NYCB Fall programs at the Lincoln Center

Lincoln Center

The October 8, 2021 evening program opened with La Valse, a showcase for many of the New York City Ballet dancers, set to Balanchine’s lyrical choreography and Maurice Ravel’s ominous score in timeless costumes of Karinska—burgundies, blacks, whites. Kudos to Lauren King and Devin Alberda in their carefree, light, playful waltz; at one point King sweetly prances on point. In Georgina Pazcoguin and Daniel Applebaum’s waltz, it is Applebaum who attracts all the attention. Ashley Laracey and Andrew Scordato also impress. They lengthen and deepen each movement, a grand battement becoming a precious variation; nothing is rushed with this musical pairing. Some of the playfulness in these pas de deux is mirrored in the second movement by Sterling Hyltin and Joseph Gordon—the very architecture of the piece is on display—winding arms, small gestures, luxurious extensions. Ease and confidence, too, is evident. A fury of dance follows a beautiful ensemble of waltzes, but it is Hyltin’s exhaustive moves with death that are exciting to watch.

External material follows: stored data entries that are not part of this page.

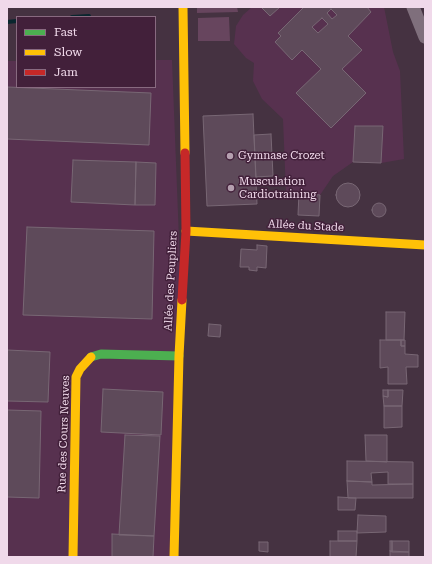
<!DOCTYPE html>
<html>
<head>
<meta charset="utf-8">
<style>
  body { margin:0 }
  #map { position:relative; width:432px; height:564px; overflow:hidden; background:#453241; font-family:"Roboto Serif",serif }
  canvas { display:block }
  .frame { position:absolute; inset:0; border:8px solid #f0d9ea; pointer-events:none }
  .legend { position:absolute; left:16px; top:16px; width:140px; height:72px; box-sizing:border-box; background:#42203a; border:1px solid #886a80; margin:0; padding:5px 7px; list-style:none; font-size:12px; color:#f0d9ea }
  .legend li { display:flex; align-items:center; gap:8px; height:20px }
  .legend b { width:20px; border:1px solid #886a80 }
</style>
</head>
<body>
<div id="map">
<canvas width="432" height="564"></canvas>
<div class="frame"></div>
<ul class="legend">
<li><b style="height:5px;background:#4caf50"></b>Fast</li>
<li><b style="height:5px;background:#ffc107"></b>Slow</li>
<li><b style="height:5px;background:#c62828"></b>Jam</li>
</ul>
</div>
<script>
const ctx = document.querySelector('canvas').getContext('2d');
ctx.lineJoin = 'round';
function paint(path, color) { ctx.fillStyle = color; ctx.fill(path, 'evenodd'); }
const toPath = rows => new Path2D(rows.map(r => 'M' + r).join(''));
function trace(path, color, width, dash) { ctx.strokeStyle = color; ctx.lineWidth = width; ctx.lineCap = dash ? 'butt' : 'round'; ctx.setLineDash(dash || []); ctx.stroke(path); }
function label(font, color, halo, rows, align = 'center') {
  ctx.font = font + ' "Roboto Serif",serif'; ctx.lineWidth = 3; ctx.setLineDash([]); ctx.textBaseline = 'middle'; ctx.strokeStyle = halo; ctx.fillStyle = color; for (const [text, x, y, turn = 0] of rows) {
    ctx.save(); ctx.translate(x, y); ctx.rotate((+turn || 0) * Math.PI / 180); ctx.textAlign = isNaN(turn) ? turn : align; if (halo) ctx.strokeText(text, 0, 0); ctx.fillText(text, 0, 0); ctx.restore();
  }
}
paint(toPath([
  [252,7,384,7,393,52,400,71,404,159,381,163,353,162,333,176,320,195,286,193,283,119,262,99,253,81,254,63,246,58,234,44,236,26,243,15],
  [155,60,172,60,181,291,170,557,7,557,7,61,17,61,17,87,155,87]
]), '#57314f');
paint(toPath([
  [197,7,237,7,238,12,197,13],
  [229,17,230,41,198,41,198,18]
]), '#67455e');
trace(toPath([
  [72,17,89,16],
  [7,22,17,21]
]), '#09262e', 4);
const building = toPath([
  [261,7,280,7,270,16,261,7],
  [304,7,367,7,371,12,348,36,362,50,342,69,366,93,331,128,296,93,321,69,302,50,292,60,275,42,281,36,278,33,304,7],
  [331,9,337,15,332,19,327,13,331,9],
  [322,18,328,24,318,33,312,27,322,18],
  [7,87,151,93,149,145,7,139,7,87],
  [253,114,257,204,207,206,203,116,253,114],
  [355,126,383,126,381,163,353,162,355,126],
  [271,134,273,176,256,177,254,135,271,134],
  [73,160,136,162,135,205,71,202,73,160],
  [136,162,156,163,155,205,135,205,136,162],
  '336 195a12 12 0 1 1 24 0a12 12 0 1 1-24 0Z',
  [299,193,320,195,319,216,298,215,299,193],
  '372 210a7 7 0 1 1 14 0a7 7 0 1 1-14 0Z',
  [27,227,154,231,152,319,23,315,27,227],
  [257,245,267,246,266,268,257,267,257,271,249,270,249,267,240,267,241,249,257,250,257,245],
  [386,312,405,312,404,340,386,340,386,312],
  [209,324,221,325,220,337,208,336,209,324],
  [380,340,401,340,401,346,405,346,405,354,418,355,418,367,406,367,407,384,388,384,388,367,380,368,380,340],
  [401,340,405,340,405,346,401,346,401,340],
  [7,350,50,352,48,402,7,401,7,350],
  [103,389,163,392,161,435,101,432,103,389],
  [383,390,388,390,388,397,383,396,383,390],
  [388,390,403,390,402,406,384,406,383,396,388,397,388,390],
  [384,406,402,406,402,427,384,428,384,406],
  [7,410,41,411,39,498,7,497,7,410],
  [125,435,160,436,154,536,119,535,125,435],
  [365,435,387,435,387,462,366,461,365,435],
  [347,461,413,462,413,484,388,484,388,472,371,473,372,482,347,481,347,461],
  [347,481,372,482,372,485,413,484,413,498,348,498,347,481],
  [338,497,356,498,355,510,338,510,338,497],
  [358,515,386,516,386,532,357,533,358,515],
  [338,531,357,531,357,541,338,541,338,531],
  [112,534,154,536,153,557,112,557,112,534],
  [330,541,357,541,356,557,330,557,330,541],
  [390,541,392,541,392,552,390,551,390,541],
  [392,541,409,541,409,552,392,552,392,541],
  [259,542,268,542,268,552,259,551,259,542],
  [390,551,409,552,409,557,390,557,390,551]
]);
paint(building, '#5e4a5a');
trace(building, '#786774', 1);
trace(toPath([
  [413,7,425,37]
]), '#7f6f7c', 13);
trace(toPath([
  [91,357,101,354,179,356]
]), '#4caf50', 9);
trace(toPath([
  [183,7,185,153],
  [186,231,425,245],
  [73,557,76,377,80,369,91,357],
  [174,557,179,356,182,300]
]), '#ffc107', 9);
trace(toPath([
  [182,300,186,231,185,153]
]), '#c62828', 9);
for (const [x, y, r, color] of [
  [230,156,4,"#b49faf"],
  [231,188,4,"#b49faf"]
]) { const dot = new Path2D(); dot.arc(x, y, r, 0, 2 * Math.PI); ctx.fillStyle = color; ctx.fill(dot); trace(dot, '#42203a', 1.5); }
label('11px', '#f0d9ea', '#42203a', [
  ["Gymnase Crozet",238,156],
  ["Musculation",239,182],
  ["Cardiotraining",239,195]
], 'left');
label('11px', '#f0d9ea', '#42203a', [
  ["Allée du Stade",306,226,3],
  ["Allée des Peupliers",171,281,-87],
  ["Rue des Cours Neuves",64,434,-88]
]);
</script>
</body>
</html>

Other Dances, originally set on Natalia Makarova and Mikhail Baryshnikov, featured Tiler Peck and Gonzalo Garcia, dancing to Robbins and Chopin, with Elaine Chelton on piano. The Peck-Garcia coupling was stunning. Peck plays with the piece, its energy and dynamics—rapid piqué, and slow, slow balances. Her développé, elevé arabesque, is exceptionally light. Peck looks like she could be parting water, pushing aside heavy air, creating a lighter space. That imagery is to be expected in such a superb Robbins dancer—lyrical, musical, versatile. Dancing the entire stage, both Peck and Garcia make the dance look natural, their arms and legs a logical expressions of mood and intent. With beautiful overhead lifts, Garcia carries Peck as if she is weightless. And with his virtuoso petit batterie, he is a serious, thoughtful dancer. The couple, together, make every move count.

In After the Rain,  principal Lauren Lovette, partnered by corps dancer Preston Chamblee dance Christopher Wheeldon’s choreography to the music of Kurt Nikkanen’s violin and Nancy McDill’s piano in a gorgeous Arvo Pärt score. In this tender piece, the focus is on Lovette, guided by an attentive Chamblee. The movement is slow and deliberate as the dancers fold, stretch, contract, expand. Their back bends are exceptionally deep—a glorious ode of flexibility.

Balanchine’s Agon concludes the program. One of Balanchine’s modernist black and white ballets, this piece is nonstop dance. Dancers Maria Kowroski, Megan LeCrone, Sara Adams, Ashley Hod, Amar Ramasar, Anthony Huxley, Sebastian Villarini-Velez, and Andres Zuniga are featured in this Balanchine-Stravinsky piece. The black and white motif serves to accentuate the change in dynamics—sometimes taffy-like, other times percussive. It’s a fast-paced piece, with big dancing that covers a lot of space, and extensions with perfectly-placed feet, flexed wrists, strong gestures. Of particular note are LeCrone’s balances and Villarini-Velez’s stunning turns. Kowroski and Ramasar wind themselves around each other, Kowroski with beautiful lines and arabesques and penché full of breath, and Ramasar, contortionist-like, but with magnificent jumps—his landings, picture-perfect, soft. Perhaps suggestive of a contest, Agon is a display of fast and articulate dancing, with many daring steps. This inventive Balanchine piece, full of power and dynamics, still looks fresh and contemporary after sixty-plus years.